Friction reduction using Nanothin Titanium layers on anodized aluminum as potential bioceramic material

Abstract While widespread industrially, anodized aluminum also finds bioengineering applications due to the abundance of nanopores and bioceramic nature of Al2O3. In this study, nanothin layers of TiO2 were deposited on 1050 and 6082 alloys to evaluate biocompatibility and friction. Periodontal ligament stromal (PDLS) cells showed higher adhesion on anodized 1050 alloy after 120 h incubation. Layers of Ti or TiO2 were formed on nanoporous anodized surfaces using magnetron sputtering or Atomic Layer Deposition (ALD), respectively.

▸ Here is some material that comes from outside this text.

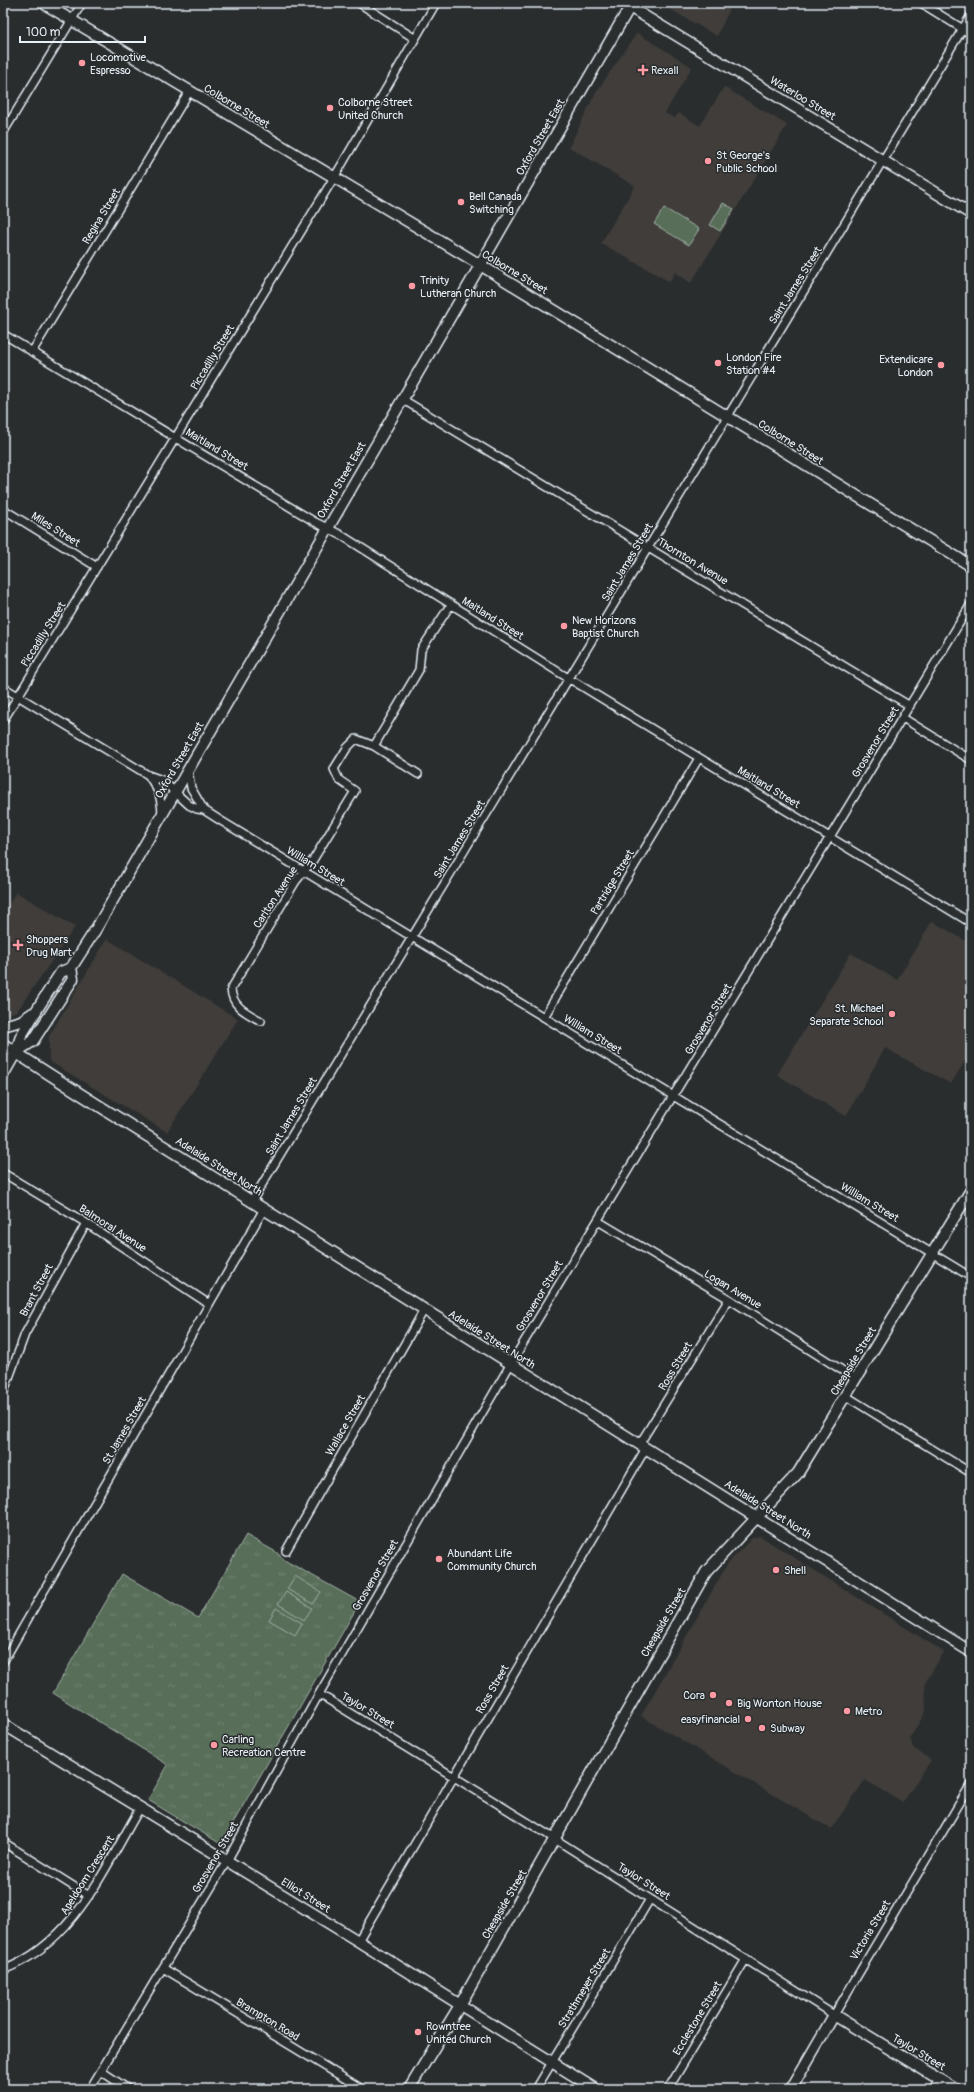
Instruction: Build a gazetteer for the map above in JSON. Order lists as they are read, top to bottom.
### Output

PDLS cell adhesion improved on nearly all sputtered specimens, meanwhile, ALD-deposited TiO2 layers were beneficial only to 6082 alloy. Both deposition methods highly improved the resistance to incidental friction for nanothin layers of 10–75 nm thickness. Counterintuitively, the tribological performance was much poorer both on thinner and thicker layers, such as 2.3 μm Ti layer or titanium alloy BT1. Improvements in biocompatibility, friction reduction and other mechanical properties provide new opportunities for anodized aluminum with nanothin Ti layers as an innovative bioceramic material, in particular, due to its light weight and easy machinability.